Reputation: 21
I need an alternative method instead of strings.contains() to to check whether the given word exists in a sentence(string).
As an example I need to check the word "can" is inside the sentence "I can run fast" . If I use strings strings.Contains("can", "I can run fast")
this gives true . But strings.Contains("can", "I cannot run fast")
also gives true as it contains can . How can I check exactly the word can gives true and cannot gives false in the above mentioned scenario ?
Upvotes: 0
Views: 2267
Reputation: 2784
I need an alternative method instead of strings.contains() to to check whether the given word exists in a sentence(string).
I'm trying to implement a filter for given set of words.
Here's a solution which uses simple algorithms for a word.

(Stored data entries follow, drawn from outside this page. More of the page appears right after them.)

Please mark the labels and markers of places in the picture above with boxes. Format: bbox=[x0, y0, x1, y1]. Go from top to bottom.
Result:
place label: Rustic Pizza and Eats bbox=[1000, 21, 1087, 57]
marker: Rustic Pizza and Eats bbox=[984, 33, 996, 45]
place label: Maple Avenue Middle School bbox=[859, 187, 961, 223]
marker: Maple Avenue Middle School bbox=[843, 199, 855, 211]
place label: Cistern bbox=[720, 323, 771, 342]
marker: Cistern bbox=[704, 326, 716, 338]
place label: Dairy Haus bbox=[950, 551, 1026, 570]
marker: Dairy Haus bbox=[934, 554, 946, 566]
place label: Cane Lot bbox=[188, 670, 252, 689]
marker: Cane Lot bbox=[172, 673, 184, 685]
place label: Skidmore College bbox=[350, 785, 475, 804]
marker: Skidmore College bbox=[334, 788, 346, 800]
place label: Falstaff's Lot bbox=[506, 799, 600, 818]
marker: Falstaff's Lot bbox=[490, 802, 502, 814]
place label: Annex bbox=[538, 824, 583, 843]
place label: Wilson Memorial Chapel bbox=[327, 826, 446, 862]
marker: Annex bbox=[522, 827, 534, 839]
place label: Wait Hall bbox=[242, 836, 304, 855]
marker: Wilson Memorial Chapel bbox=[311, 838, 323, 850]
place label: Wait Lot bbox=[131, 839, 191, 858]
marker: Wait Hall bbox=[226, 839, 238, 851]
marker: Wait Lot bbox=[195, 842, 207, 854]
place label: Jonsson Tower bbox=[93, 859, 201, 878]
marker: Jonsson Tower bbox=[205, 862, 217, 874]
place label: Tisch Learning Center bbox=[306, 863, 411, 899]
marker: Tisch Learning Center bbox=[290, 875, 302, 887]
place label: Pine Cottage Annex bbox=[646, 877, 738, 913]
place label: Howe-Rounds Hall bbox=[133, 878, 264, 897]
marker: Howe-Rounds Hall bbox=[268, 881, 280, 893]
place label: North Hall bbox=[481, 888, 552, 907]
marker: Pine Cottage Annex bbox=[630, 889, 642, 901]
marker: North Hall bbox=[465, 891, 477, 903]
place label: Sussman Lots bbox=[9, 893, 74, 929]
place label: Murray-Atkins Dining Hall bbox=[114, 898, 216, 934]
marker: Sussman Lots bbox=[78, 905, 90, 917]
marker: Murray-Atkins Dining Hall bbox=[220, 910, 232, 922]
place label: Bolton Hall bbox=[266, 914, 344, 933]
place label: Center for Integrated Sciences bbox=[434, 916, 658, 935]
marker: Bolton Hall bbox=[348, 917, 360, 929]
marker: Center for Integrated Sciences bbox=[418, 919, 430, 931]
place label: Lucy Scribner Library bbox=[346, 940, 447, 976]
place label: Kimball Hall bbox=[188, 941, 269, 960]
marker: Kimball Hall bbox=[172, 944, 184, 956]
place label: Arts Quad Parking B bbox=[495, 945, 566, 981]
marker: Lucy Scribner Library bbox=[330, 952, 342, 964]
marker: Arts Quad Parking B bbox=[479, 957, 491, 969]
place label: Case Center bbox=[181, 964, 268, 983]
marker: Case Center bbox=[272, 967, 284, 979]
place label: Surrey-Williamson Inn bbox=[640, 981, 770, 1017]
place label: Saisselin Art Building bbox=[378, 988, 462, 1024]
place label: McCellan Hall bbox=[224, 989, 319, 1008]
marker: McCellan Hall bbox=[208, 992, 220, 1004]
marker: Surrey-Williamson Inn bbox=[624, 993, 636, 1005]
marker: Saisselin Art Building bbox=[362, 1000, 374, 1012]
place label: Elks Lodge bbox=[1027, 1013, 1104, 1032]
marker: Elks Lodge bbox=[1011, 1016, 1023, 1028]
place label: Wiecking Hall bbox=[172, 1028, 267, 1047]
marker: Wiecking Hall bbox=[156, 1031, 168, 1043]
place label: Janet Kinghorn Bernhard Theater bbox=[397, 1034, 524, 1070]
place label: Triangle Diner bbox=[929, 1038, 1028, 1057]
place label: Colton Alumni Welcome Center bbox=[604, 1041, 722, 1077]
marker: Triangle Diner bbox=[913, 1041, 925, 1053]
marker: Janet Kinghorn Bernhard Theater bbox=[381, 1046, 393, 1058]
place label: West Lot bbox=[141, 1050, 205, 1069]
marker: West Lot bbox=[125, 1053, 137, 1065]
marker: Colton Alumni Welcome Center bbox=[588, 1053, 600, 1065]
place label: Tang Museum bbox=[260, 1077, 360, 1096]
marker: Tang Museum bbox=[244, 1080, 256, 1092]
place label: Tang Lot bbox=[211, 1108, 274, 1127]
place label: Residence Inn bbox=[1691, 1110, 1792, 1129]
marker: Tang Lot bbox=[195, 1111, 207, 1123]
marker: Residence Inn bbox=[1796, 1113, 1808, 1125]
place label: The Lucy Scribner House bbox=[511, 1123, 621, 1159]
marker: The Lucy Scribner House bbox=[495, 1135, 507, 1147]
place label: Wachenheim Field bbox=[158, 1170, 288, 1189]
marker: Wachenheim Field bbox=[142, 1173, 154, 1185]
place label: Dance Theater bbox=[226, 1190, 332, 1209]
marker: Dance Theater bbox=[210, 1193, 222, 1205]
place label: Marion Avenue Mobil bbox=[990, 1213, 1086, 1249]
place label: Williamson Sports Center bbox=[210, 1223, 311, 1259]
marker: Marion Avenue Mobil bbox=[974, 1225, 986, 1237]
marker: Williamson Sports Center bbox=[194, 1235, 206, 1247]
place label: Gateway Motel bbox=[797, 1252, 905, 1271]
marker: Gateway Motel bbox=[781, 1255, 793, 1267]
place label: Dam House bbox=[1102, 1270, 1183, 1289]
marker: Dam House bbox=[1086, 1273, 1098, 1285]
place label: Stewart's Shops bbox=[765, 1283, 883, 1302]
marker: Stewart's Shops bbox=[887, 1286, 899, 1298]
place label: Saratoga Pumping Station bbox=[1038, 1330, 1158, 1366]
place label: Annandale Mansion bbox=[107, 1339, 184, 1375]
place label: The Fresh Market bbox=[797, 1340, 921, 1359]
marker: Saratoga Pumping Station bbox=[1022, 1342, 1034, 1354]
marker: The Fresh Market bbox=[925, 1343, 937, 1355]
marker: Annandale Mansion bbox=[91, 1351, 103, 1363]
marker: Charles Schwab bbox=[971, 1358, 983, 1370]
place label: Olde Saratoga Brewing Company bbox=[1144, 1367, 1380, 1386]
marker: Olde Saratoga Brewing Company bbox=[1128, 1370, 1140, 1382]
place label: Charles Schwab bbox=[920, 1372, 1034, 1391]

The algorithms can distinguish between "can", "cannot", and "can't".
package main
import (
"fmt"
"strings"
"unicode"
)
func newFilter(words []string) map[string]struct{} {
filter := make(map[string]struct{}, len(words))
for _, word := range words {
word = strings.TrimSpace(word)
word = strings.ToLower(word)
if len(word) > 0 {
filter[word] = struct{}{}
}
}
return filter
}
func applyFilter(text string, filter map[string]struct{}) bool {
const (
rApostrophe = '\u0027'
sApostrophe = string(rApostrophe)
sApostropheS = string(rApostrophe) + "s"
rSoftHyphen = '\u00AD'
sSoftHyphen = string(rSoftHyphen)
sHyphenLF = "-\n"
sHyphenCRLF = "-\r\n"
)
split := func(r rune) bool {
return !unicode.IsLetter(r) && r != rApostrophe
}
text = strings.ToLower(text)
if strings.Contains(text, sSoftHyphen) {
text = strings.ReplaceAll(text, sSoftHyphen, "")
}
if strings.Contains(text, sHyphenLF) {
text = strings.ReplaceAll(text, sHyphenLF, "")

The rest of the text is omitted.